What Qualifies as an Injury?
What types of injuries are covered under workers' compensation? We all assume that if you slip and hurt yourself on the job, your injury will be covered. But is it? What about other types of injuries, such as repetitive stress injuries or psychological trauma? Are they covered as well? In today's lesson, you'll learn how injuries are classified under workers' compensation systems and the rules that employees must follow in determining which injuries are covered and which are not.
It's time to get specific about medical benefits provided under workers' compensation. How much is the injured employee obligated to pay out of pocket? How many treatments may the employee receive? What about physical therapy or chiropractic care? We'll address these questions in today's lesson, and we'll also take a look at some less traditional remedies. Just what types of treatment will the workers' compensation system pay for and what types will they force the employee to pay for?
In this lesson, we'll talk about the amount of money an injured employee will receive for different types of injuries. You'll learn the precise details about the dollar amounts an injured employee can expect to receive, and we'll break this down by the classification of benefits as temporary or total temporary disability. We'll also go over how injuries are reclassified as permanent and what that means for the benefits paid out. Finally, we'll explore how benefits are actually paid and the possibilities of lump-sum payments.

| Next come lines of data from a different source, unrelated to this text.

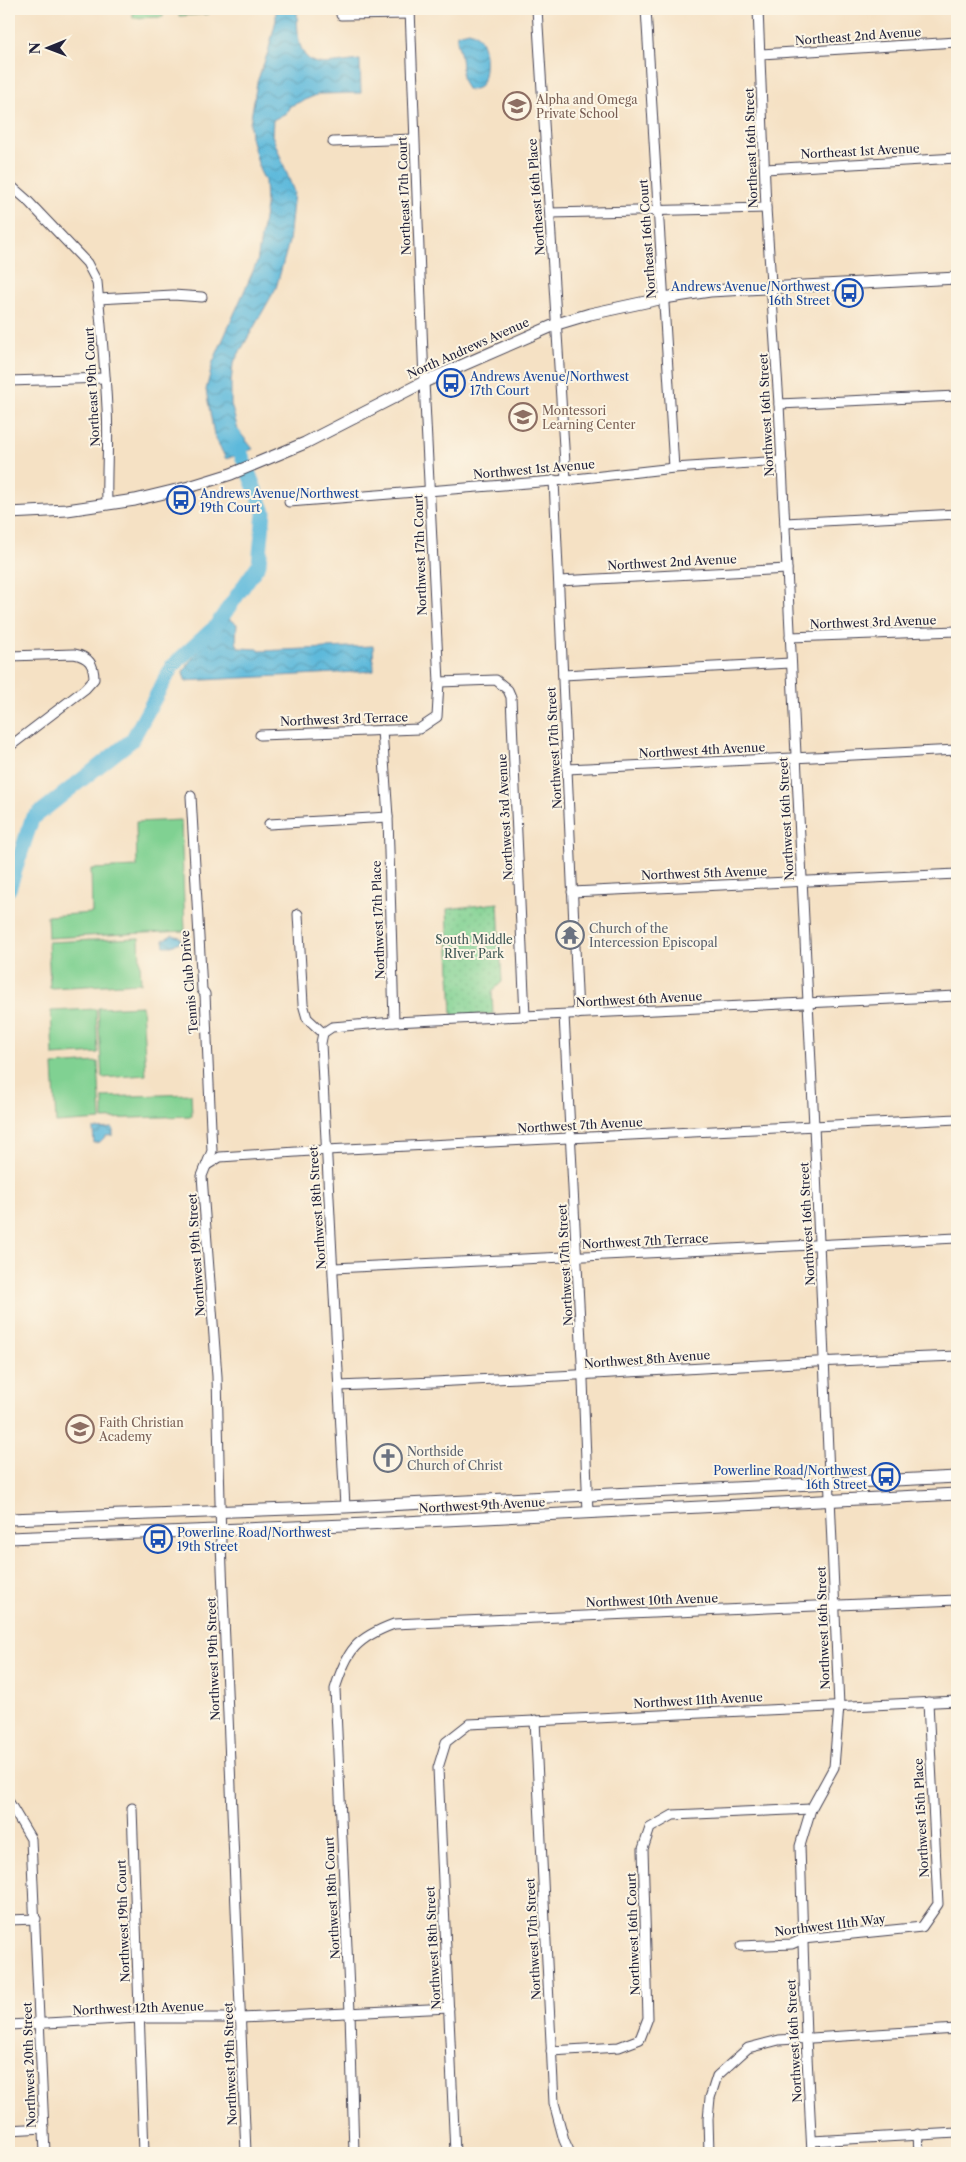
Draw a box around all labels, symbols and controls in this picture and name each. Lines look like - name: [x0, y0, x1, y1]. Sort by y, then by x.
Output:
- north arrow: [22, 22, 72, 72]
- street label: Northeast 2nd Avenue: [794, 24, 922, 48]
- text: N: [26, 42, 44, 54]
- street label: Northeast 16th Street: [741, 87, 761, 208]
- school or university icon: Alpha and Omega Private School: [502, 91, 532, 121]
- place label: Alpha and Omega Private School: [535, 92, 638, 121]
- street label: Northeast 17th Court: [394, 136, 414, 256]
- street label: Northeast 16th Place: [524, 138, 548, 256]
- street label: Northeast 1st Avenue: [800, 140, 920, 162]
- street label: Northeast 16th Court: [635, 178, 659, 299]
- bus stop icon: Andrews Avenue/Northwest 16th Street: [834, 278, 864, 308]
- place label: Andrews Avenue/Northwest 16th Street: [670, 279, 831, 308]
- street label: North Andrews Avenue: [405, 314, 532, 382]
- street label: Northeast 19th Court: [81, 326, 103, 447]
- street label: Northwest 16th Street: [755, 352, 777, 477]
- bus stop icon: Andrews Avenue/Northwest 17th Court: [436, 368, 466, 398]
- place label: Andrews Avenue/Northwest 17th Court: [469, 369, 630, 398]
- school or university icon: Montessori Learning Center: [508, 402, 538, 432]
- place label: Montessori Learning Center: [542, 403, 636, 432]
- street label: Northwest 1st Avenue: [472, 456, 596, 482]
- bus stop icon: Andrews Avenue/Northwest 19th Court: [166, 485, 196, 515]
- place label: Andrews Avenue/Northwest 19th Court: [199, 486, 360, 515]
- street label: Northwest 17th Court: [410, 493, 430, 616]
- street label: Northwest 2nd Avenue: [607, 551, 737, 573]
- street label: Northwest 3rd Avenue: [809, 612, 937, 632]
- street label: Northwest 17th Street: [543, 686, 565, 809]
- street label: Northwest 3rd Terrace: [280, 709, 409, 729]
- street label: Northwest 4th Avenue: [638, 739, 766, 761]
- street label: Northwest 3rd Avenue: [494, 753, 516, 881]
- street label: Northwest 16th Street: [775, 756, 797, 881]
- street label: Northwest 17th Place: [368, 860, 388, 980]
- street label: Northwest 5th Avenue: [641, 863, 768, 883]
- temple icon: Church of the Intercession Episcopal: [555, 920, 585, 950]
- place label: Church of the Intercession Episcopal: [589, 921, 718, 950]
- street label: Tennis Club Drive: [177, 930, 201, 1034]
- park label: South Middle RIver Park: [435, 932, 513, 961]
- street label: Northwest 6th Avenue: [575, 988, 703, 1010]
- street label: Northwest 7th Avenue: [517, 1114, 643, 1136]
- street label: Northwest 18th Street: [305, 1145, 329, 1270]
- street label: Northwest 16th Street: [796, 1161, 818, 1286]
- street label: Northwest 19th Street: [184, 1192, 208, 1317]
- street label: Northwest 17th Street: [554, 1203, 576, 1326]
- street label: Northwest 7th Terrace: [581, 1230, 709, 1252]
- street label: Northwest 8th Avenue: [583, 1347, 711, 1371]
- school or university icon: Faith Christian Academy: [65, 1414, 95, 1444]
- place label: Faith Christian Academy: [98, 1415, 184, 1444]
- church icon: Northside Church of Christ: [373, 1443, 403, 1473]
- place label: Northside Church of Christ: [407, 1444, 503, 1473]
- bus stop icon: Powerline Road/Northwest 16th Street: [871, 1462, 901, 1492]
- place label: Powerline Road/Northwest 16th Street: [713, 1463, 868, 1492]
- street label: Northwest 9th Avenue: [418, 1494, 546, 1516]
- bus stop icon: Powerline Road/Northwest 19th Street: [143, 1524, 173, 1554]
- place label: Powerline Road/Northwest 19th Street: [177, 1525, 332, 1554]
- street label: Northwest 16th Street: [813, 1565, 833, 1690]
- street label: Northwest 10th Avenue: [586, 1590, 719, 1610]
- street label: Northwest 19th Street: [203, 1596, 223, 1721]
- street label: Northwest 11th Avenue: [633, 1689, 763, 1711]
- street label: Northwest 15th Place: [910, 1758, 932, 1878]
- street label: Northwest 18th Court: [321, 1836, 343, 1960]
- street label: Northwest 19th Court: [113, 1859, 133, 1983]
- street label: Northwest 16th Court: [623, 1872, 643, 1996]
- street label: Northwest 17th Street: [522, 1877, 544, 2000]
- street label: Northwest 18th Street: [422, 1885, 444, 2010]
- street label: Northwest 11th Way: [774, 1911, 887, 1939]
- street label: Northwest 16th Street: [783, 1978, 805, 2103]
- street label: Northwest 12th Avenue: [72, 1998, 204, 2018]
- street label: Northwest 20th Street: [19, 2001, 39, 2128]
- street label: Northwest 19th Street: [220, 2001, 240, 2126]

In this lesson, we'll focus on what happens when an injured employee comes into conflict with his or her employer about benefits. Suppose that the employer wants to terminate benefits? What recourse does the employee have? The employee can request a hearing for a judicial decision about benefits. So today we'll examine how these hearings are scheduled, what evidence can be brought up at a hearing, the function of administrative law judges, and how attorneys get paid to represent people at workers' compensation hearings.
Jurisdiction and Awards
How are workers' compensation awards paid out? Can an injured employee opt for a lump sum instead of a regular monthly payment? How do workers' compensation boards enforce their judgments against employers and insurance companies? These are just a few of the questions we'll answer as we examine the issues surrounding obtaining an award. Finally, we'll also explore the power that workers' compensation boards have to enforce their regulations, not only against employers, employees and insurance companies, but also against doctors and other medical professionals.
Insurance and Workers' Compensation
Most employers don't pay workers' compensation benefits from their own budgets. Instead, they obtain workers' compensation insurance. In this lesson, we'll examine all of the issues surrounding how workers' compensation insurance works, from issuing the policy to paying out claims. Along the way, you'll learn how insurance companies make money from issuing policies and specify certain types of injuries that justify the insurance company from refusing to pay a claim. We'll also examine the role of the insurance defense attorney, who is hired by the insurance company to represent companies in workers' compensation hearings.
In our final lesson, we'll follow a workers' compensation case through the appellate process. What powers do appellate courts have in workers' compensation cases? Can they modify the award of benefits or completely terminate them? What is the procedure that an employee must follow to bring an appeal when his or her benefits have been terminated? We'll answer these questions and explore the role of higher courts in workers' compensation cases.